Data extracts:
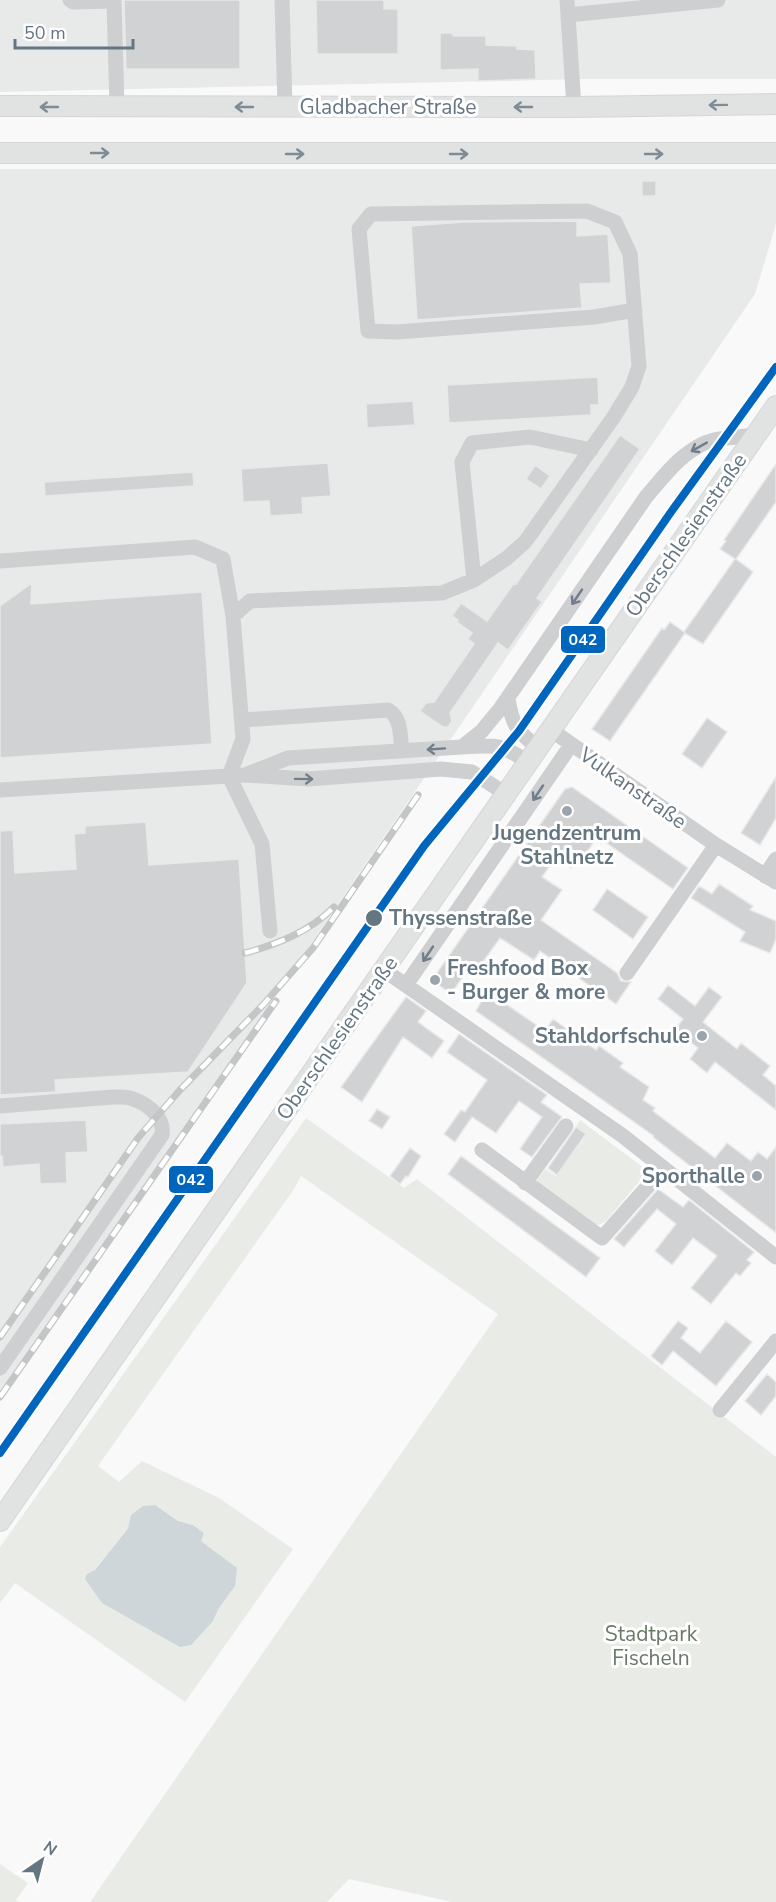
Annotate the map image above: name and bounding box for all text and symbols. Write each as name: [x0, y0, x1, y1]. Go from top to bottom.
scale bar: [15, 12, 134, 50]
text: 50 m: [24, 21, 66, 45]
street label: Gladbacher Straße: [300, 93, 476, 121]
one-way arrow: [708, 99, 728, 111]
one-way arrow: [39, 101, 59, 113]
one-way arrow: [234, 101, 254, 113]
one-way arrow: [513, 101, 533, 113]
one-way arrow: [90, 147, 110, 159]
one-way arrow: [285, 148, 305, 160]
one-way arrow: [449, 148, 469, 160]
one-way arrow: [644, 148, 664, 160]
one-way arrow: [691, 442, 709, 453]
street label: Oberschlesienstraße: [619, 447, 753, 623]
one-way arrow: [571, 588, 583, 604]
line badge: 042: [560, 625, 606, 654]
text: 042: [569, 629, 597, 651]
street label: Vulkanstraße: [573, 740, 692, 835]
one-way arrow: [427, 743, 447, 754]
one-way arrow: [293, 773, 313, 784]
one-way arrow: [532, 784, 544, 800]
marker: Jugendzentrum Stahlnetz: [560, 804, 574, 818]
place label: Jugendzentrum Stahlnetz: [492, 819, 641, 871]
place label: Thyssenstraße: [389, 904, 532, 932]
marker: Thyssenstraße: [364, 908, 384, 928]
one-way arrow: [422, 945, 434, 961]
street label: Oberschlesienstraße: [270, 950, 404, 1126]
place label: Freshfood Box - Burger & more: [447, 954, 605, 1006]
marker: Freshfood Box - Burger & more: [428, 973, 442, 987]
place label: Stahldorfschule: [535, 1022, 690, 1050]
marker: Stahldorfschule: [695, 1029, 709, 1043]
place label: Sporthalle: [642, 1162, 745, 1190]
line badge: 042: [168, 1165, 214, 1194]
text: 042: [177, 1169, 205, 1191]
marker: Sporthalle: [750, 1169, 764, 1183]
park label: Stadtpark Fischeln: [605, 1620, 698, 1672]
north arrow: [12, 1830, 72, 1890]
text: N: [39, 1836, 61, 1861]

Exercise requirements:
Wherever the word "Stahldorfschule" turns up in the material, copy the whole line.

Answer:
place label: Stahldorfschule: [535, 1022, 690, 1050]
marker: Stahldorfschule: [695, 1029, 709, 1043]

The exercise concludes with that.